I have a list of column headers that are read from a file into a List:
// Read column headers from text file
List<string> colHeads = new List<string>();
string[] lines = File.ReadAllLines("C:\\DATA\\MLData\\colHeads.txt");
string[] spl = new string[100];
foreach (string line in lines)
{
spl = line.Split('=');
colHeads.Add(spl[0].Trim());
}
I would like to then read a CSV file but only read the columns that are in the list:
// Read CSV file
string[] lines = File.ReadAllLines("C:\\DATA\\MLData\hist.csv");
string[] spl = new string[500];
foreach (string line in lines)
{
spl = line.Split(',');
var rec = new Record()
{
Name = spl[1],
ident = float.Parse(spl[4], CultureInfo.InvariantCulture.NumberFormat),
location = float.Parse(spl[5], CultureInfo.InvariantCulture.NumberFormat),
...
...
};
}
Example of colHeads.txt....
Name
ident
location
...
Example of hist.csv...
Name,yob,ident,level,location,score1
John B,1981,23,3,GB,54
There are more columns in hist.csv than colHeads.txt so I need a way to read the csv file by column name rather than column number, ignoring the columns that are not in the list. The variables I'm assigning to match the column names exactly.

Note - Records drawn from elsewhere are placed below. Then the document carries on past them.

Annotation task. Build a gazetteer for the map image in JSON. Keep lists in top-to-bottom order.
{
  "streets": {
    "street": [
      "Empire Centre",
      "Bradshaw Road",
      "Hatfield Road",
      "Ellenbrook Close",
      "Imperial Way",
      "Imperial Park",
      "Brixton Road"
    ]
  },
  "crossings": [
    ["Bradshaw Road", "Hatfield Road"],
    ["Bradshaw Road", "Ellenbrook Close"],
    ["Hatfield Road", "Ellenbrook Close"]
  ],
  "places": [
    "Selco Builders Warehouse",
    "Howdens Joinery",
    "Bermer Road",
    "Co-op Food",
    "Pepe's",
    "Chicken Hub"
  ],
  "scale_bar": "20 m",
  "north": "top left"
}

CodePudding user response:
Assuming that colHeads
contains a list of header names, you can try something like this.
location = colHeads.Contains("location") ? float.Parse(spl[5], CultureInfo.InvariantCulture.NumberFormat) : 0
If the set of available columns are always the same, and you just want to change the columns you read, this will probably work fine for basic use.
CodePudding user response:
var colHeads = File.ReadLines("colHeads.txt").ToHashSet();
var lines = File.ReadLines("hist.csv");
var headers = lines.First().Split(',');
var indexes = new Dictionary<string, int>();
var records = new List<Record>();
for (int i = 0; i < headers.Length; i )
{
indexes[headers[i]] = colHeads.Contains(headers[i]) ? i : -1;
}
int nameIndex = indexes[nameof(Record.Name)];
int identIndex = indexes[nameof(Record.ident)];
int locationIndex = indexes[nameof(Record.location)];
//...
foreach (var line in lines.Skip(1))
{
var values = line.Split(',');
var record = new Record();
records.Add(record);
if (nameIndex >= 0) record.Name = values[nameIndex];
if (identIndex >= 0) record.ident = float.Parse(values[identIndex]);
if (locationIndex >= 0) record.location = values[locationIndex];
//...
}
First we read the header from the hist.csv file and assign indexes.
Next, using these indexes, we set the properties of the record.